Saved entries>
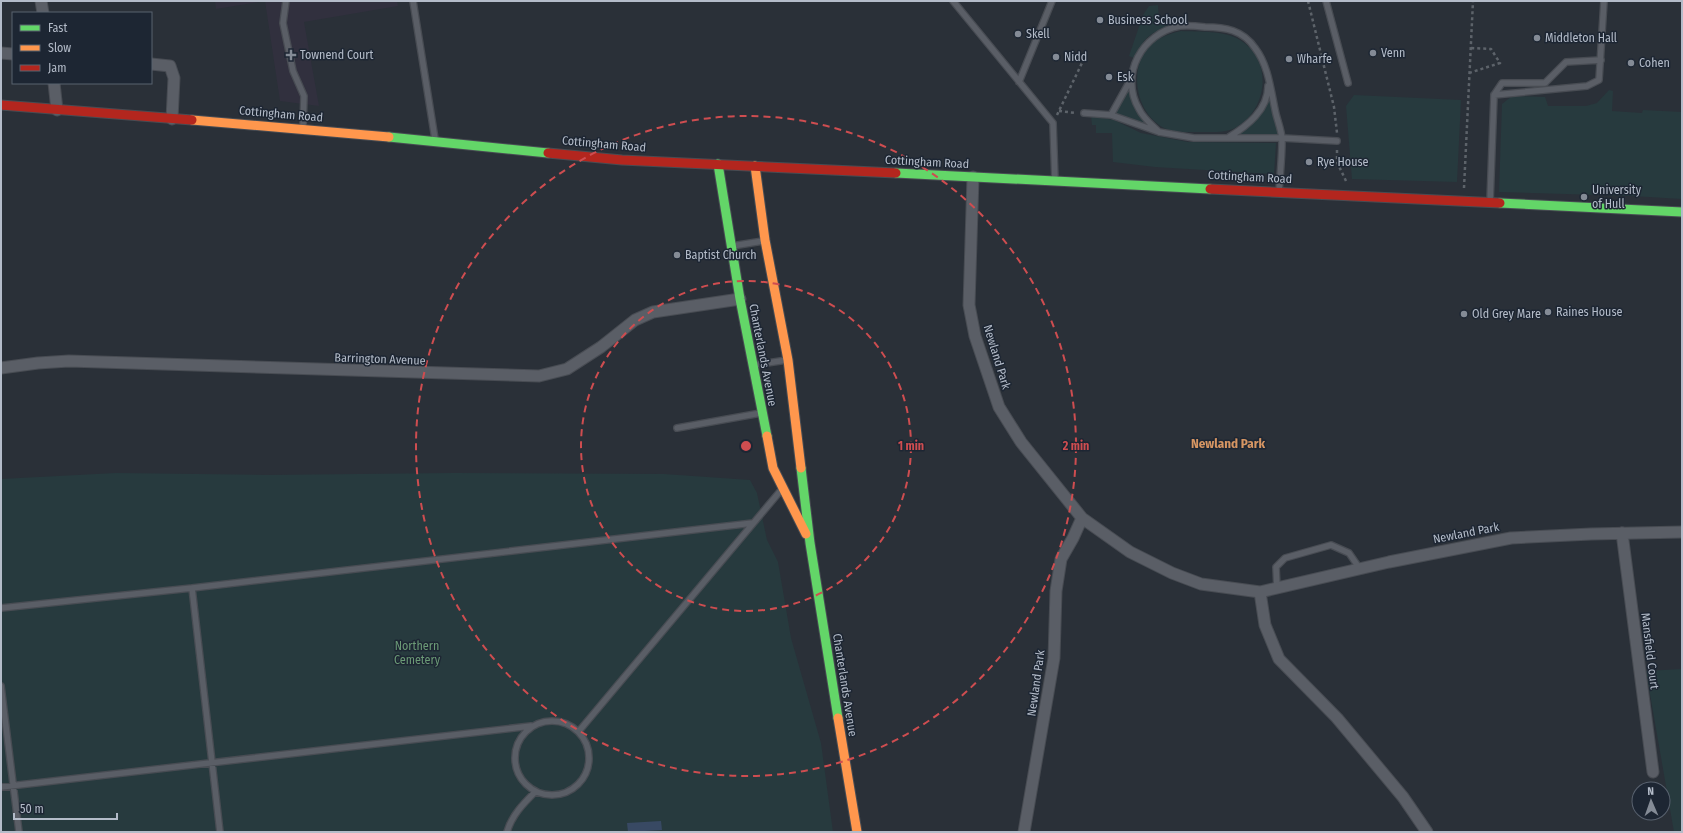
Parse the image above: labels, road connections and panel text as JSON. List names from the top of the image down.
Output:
{
  "streets": {
    "main road": ["Cottingham Road", "Chanterlands Avenue"],
    "street": ["Newland Park", "Barrington Avenue", "Mansfield Court"]
  },
  "crossings": [
    ["Cottingham Road", "Chanterlands Avenue"],
    ["Cottingham Road", "Newland Park"],
    ["Chanterlands Avenue", "Barrington Avenue"],
    ["Newland Park", "Mansfield Court"]
  ],
  "districts": ["Newland Park"],
  "parks": ["Northern Cemetery"],
  "places": {
    "other": [
      "Business School",
      "Skell",
      "Middleton Hall",
      "Venn",
      "Nidd",
      "Wharfe",
      "Cohen",
      "Esk",
      "Rye House",
      "University of Hull",
      "Baptist Church",
      "Raines House",
      "Old Grey Mare"
    ],
    "health": ["Townend Court"]
  },
  "legend": ["Fast", "Slow", "Jam"],
  "scale_bar": "50 m",
  "north": "top",
  "rings": ["1 min", "2 min"]
}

Goal of the exercise>
Drop the images; copy every entry above exactly.

Solution below>
Parse the image above: labels, road connections and panel text as JSON. List names from the top of the image down.
Output:
{
  "streets": {
    "main road": ["Cottingham Road", "Chanterlands Avenue"],
    "street": ["Newland Park", "Barrington Avenue", "Mansfield Court"]
  },
  "crossings": [
    ["Cottingham Road", "Chanterlands Avenue"],
    ["Cottingham Road", "Newland Park"],
    ["Chanterlands Avenue", "Barrington Avenue"],
    ["Newland Park", "Mansfield Court"]
  ],
  "districts": ["Newland Park"],
  "parks": ["Northern Cemetery"],
  "places": {
    "other": [
      "Business School",
      "Skell",
      "Middleton Hall",
      "Venn",
      "Nidd",
      "Wharfe",
      "Cohen",
      "Esk",
      "Rye House",
      "University of Hull",
      "Baptist Church",
      "Raines House",
      "Old Grey Mare"
    ],
    "health": ["Townend Court"]
  },
  "legend": ["Fast", "Slow", "Jam"],
  "scale_bar": "50 m",
  "north": "top",
  "rings": ["1 min", "2 min"]
}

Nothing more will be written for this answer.